Transactions in concurrent systems, explainedPermalink

What are transactions?Permalink

A transaction is a bundle of operations grouped together to be treated as a single, atomic unit of work within a system, meaning it either completes entirely, or has no effect at all. Transactions ensure consistency and correctness in environments where multiple operations must act together, especially under concurrent access, partial failures, or retries. They provide guarantees that shared data reflects only successful, complete changes and prevent systems from ending up in partial, invalid, or inconsistent states.

What does a transaction look like?Permalink

1. Technical ExamplePermalink

Consider a classic banking scenario: transferring $100 from Account A to Account B. In SQL, a transaction might look like this:

BEGIN TRANSACTION;
  UPDATE accounts SET balance = balance - 100 WHERE account_id = 'A';
  UPDATE accounts SET balance = balance + 100 WHERE account_id = 'B';
COMMIT;

If anything goes wrong between the BEGIN TRANSACTION and the COMMIT, the database rolls back all changes so neither account is altered. Only if every step succeeds does the database “commit” and make the updates visible.

2. Real-life AnalogyPermalink

Imagine you’re writing an important letter by hand, and you want to make sure it contains no errors before you send it out. Your transaction is:

• drafting the letter
• proofreading it word by word, and
• finally sealing it in an envelope.

If you notice a typo or spill ink halfway through, you tear up the letter and start again from scratch, never sending a half-correct or messy version. Only when every step is double-checked and perfect do you actually mail the letter. The whole process is all-or-nothing, just like a transaction.

What problems do transactions solve?Permalink

Doing multiple concurrent updates to shared state is fragile and prone to errors. Some problems that can come up include:

Problem 1: Crash mid-sequencePermalink

Imagine that you have to move $100 from Account A to Account B. In steps, that would look like:

1. Subtract $100 from Account A.
2. Add $100 from Account B.

But if you do these one at a time, if your app crashes after Step 1, you will have a very unhappy customer, A, who just lost $100, while B still hasn’t gotten paid their money.

Problem 2: Lost updates (interleaving race condition)Permalink

Let’s say you’re booking airplane seats and you press “submit” at the same time that someone else does. One possible thing that can happen is that they process yours first, and then process the other person’s submission, but you both get tickets saying you got seat 31A. When you both inevitably show up to claim seat 31A, their internal system will say that the other person got seat 31A because that person’s submission overrode yours.

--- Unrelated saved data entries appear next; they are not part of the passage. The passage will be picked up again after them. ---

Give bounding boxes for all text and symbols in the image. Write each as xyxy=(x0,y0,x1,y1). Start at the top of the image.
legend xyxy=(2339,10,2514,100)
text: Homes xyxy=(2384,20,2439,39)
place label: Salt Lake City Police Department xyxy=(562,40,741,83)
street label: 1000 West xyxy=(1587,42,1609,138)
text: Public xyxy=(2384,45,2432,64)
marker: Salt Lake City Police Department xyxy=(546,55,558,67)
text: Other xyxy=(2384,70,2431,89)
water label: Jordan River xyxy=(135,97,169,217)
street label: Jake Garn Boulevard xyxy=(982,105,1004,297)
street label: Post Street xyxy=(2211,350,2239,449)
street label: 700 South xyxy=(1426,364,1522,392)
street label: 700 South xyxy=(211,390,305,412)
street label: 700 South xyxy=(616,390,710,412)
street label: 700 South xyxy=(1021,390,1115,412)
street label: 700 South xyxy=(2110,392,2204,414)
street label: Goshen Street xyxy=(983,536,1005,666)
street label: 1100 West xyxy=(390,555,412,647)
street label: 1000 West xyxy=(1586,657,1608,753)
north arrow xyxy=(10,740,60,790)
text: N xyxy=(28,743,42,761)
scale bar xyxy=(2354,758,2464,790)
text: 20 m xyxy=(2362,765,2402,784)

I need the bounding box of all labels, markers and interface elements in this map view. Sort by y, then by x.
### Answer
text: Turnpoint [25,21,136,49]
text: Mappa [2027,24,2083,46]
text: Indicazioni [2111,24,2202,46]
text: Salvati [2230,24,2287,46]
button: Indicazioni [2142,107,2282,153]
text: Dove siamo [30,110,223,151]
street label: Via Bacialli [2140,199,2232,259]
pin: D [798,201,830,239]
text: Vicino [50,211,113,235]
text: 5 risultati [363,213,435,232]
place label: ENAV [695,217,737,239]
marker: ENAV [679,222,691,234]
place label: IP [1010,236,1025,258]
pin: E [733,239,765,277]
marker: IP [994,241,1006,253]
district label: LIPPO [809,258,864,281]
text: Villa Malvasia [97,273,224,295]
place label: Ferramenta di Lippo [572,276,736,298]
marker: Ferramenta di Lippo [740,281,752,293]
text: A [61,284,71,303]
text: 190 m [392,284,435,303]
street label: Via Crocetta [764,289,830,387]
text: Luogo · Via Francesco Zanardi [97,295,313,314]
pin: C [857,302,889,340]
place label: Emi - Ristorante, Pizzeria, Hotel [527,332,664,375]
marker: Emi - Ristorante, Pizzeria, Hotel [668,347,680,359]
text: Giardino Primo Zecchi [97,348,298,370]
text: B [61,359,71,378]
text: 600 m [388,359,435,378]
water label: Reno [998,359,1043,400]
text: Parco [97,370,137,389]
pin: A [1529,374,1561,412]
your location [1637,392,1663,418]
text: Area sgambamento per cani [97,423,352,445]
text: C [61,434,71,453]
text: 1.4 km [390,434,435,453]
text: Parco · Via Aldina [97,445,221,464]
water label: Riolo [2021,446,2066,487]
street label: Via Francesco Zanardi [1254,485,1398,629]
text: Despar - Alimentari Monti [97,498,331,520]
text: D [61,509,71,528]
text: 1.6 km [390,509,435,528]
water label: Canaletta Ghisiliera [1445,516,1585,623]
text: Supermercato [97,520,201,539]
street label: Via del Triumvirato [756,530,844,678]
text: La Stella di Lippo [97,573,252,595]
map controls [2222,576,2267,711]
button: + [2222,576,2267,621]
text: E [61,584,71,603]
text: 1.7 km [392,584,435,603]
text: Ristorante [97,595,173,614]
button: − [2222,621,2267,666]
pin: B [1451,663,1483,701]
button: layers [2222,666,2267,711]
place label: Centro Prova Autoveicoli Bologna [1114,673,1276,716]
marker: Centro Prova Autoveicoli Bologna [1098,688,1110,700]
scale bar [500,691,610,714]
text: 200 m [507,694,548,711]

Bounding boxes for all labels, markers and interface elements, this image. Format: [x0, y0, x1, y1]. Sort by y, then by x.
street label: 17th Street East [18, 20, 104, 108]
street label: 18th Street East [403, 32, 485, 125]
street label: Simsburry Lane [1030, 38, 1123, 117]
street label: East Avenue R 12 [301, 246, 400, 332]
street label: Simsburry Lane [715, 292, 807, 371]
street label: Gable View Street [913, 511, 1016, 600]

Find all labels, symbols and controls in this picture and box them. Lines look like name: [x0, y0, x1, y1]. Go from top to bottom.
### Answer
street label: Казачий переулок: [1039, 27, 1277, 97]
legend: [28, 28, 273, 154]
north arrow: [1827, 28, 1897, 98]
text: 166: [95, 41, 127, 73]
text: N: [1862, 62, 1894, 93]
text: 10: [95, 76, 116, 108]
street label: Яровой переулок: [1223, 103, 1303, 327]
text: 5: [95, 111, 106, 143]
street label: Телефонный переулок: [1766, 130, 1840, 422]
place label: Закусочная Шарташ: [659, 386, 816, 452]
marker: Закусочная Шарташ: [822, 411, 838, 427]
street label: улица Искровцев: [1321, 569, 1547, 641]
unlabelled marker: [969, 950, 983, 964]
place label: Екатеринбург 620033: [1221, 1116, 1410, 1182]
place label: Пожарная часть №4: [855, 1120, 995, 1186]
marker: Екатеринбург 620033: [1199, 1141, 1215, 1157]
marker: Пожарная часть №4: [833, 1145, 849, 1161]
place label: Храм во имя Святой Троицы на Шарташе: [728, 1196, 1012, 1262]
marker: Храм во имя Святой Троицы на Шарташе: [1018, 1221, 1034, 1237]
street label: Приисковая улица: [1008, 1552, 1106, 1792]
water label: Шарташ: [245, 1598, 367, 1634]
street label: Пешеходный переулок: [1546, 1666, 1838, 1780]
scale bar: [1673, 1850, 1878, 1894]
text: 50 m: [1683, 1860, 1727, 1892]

In parallel systems, concurrent writes to a shared resource are typically solved using something like read-modify-write operations. These generally work under some form of “check what value is currently set, and if that’s what you expect, then override, else try again later” and is designed to resolve the problem of interleaving race conditions. But for updates to shared systems like databases, we need a higher level abstraction of the read-modify-write operations in low-level concurrent systems.

Problem 3: Write skewPermalink

Write skew happens when two concurrent operations each read a shared predicate/condition, both see it as true, and then each make updates in a way that jointly invalidates the condition. Because each actor touches a different row, row-level locking or “last-writer-wins” semantics don’t catch an error like this.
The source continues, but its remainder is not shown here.